Il est légal de filmer des policiers au travail, assurent des experts

Des experts en matière de droit et de la vie privée ont envoyé un message commun à l’attention des Canadiens qui pourraient craindre de faire face à des menaces ou à des conséquences parce qu’ils filment des interactions entre la police et des citoyens: la loi est de votre côté.

Les Canadiens ont tout à fait le droit de capter des images de policiers au travail, selon eux, à condition que le fait de filmer ces images ne cause pas d’obstruction à une enquête en cours. Toute escouade policière qui réagit en menaçant de saisir les téléphones cellulaires ou de déposer des accusations criminelles, ajoutent les experts, risque d’outrepasser les pouvoirs réservés à la police.

La question des séquences vidéos d’interactions policières filmées par des citoyens a pris de plus en plus de place dans l’actualité au cours des dernières semaines, à la suite de la mort d’un Afro-Américain aux mains d’un policier blanc à Minneapolis. L’incident a été filmé à l’aide d’un téléphone cellulaire et a entraîné d’imposantes manifestations antiracisme aux États-Unis, au Canada et ailleurs dans le monde.

La plus récente allégation du genre à avoir fait les manchettes au Canada remonte à 2018. Elle impliquait un couple de personnes âgées noires qui affirmaient avoir été violemment battues lors d’une intervention policière à l’est de Toronto alors qu’ils essayaient de quitter un hôpital.

Une partie de l’incident a été captée par la vidéo d’un téléphone cellulaire et semble montrer un policier qui frappe un homme pendant qu’il est étendu au sol.

Le témoin qui a filmé la vidéo affirme que des membres du corps de police régional de Durham lui ont dit qu’il pourrait faire face à des accusations criminelles s’il n’effaçait pas la séquence. Ils l’ont regardé effacer la séquence d’environ 30 secondes, mais seulement après qu’elle eut été transférée au petit-fils du couple.

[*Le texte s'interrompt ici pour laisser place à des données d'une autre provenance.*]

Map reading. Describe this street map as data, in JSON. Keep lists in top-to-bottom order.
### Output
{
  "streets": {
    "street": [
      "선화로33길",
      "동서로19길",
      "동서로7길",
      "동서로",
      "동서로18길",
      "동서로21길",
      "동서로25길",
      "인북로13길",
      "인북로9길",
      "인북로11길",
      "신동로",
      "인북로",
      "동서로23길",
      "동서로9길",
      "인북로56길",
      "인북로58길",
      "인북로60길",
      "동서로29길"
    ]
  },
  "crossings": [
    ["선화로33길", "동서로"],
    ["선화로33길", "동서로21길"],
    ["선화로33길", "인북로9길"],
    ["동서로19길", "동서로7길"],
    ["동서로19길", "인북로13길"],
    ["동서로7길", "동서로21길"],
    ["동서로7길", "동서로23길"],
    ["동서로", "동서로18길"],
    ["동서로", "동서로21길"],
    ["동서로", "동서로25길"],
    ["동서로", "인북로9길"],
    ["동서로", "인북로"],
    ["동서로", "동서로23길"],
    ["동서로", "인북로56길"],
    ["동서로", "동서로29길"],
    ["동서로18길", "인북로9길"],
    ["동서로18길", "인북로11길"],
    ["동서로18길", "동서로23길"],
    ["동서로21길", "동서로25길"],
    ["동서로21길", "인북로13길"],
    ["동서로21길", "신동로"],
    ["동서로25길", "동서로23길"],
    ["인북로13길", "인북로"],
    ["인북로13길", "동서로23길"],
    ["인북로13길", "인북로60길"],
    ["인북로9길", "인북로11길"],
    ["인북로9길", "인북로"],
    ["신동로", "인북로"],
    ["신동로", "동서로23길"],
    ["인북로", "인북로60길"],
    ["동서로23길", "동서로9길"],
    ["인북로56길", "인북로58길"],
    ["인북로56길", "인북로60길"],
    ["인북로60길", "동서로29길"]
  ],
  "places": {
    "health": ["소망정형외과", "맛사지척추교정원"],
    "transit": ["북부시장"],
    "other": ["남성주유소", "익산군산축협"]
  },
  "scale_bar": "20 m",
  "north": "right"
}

La police régionale de Durham n’a pas immédiatement répondu à des questions relatives aux allégations du témoin, mais a reconnu que les images filmées en public appartiennent généralement à la personne qui les enregistre.

David Fraser, un avocat de Halifax qui se spécialise dans les questions relatives à la vie privée, affirme que ces allégations, qui n’ont pas été prouvées, représenteraient une infraction claire et nette si elles sont confirmées.

«Ils (les policiers) n’ont, dans les faits, aucune autorité légale pour faire ça», dit l’avocat en parlant de la police.

«Et en réalité, ils n’ont aucun véritable levier pour agir de la sorte non plus.»

Corey Rainford, l’homme qui était derrière la caméra, le 30 octobre 2018, dit avoir ressenti un mélange de confiance en ses droits et d’intimidation lorsqu’il a saisi sur vidéo l’incident entre la police de Durham et le couple formé de Livingston et Pamelia Jeffers.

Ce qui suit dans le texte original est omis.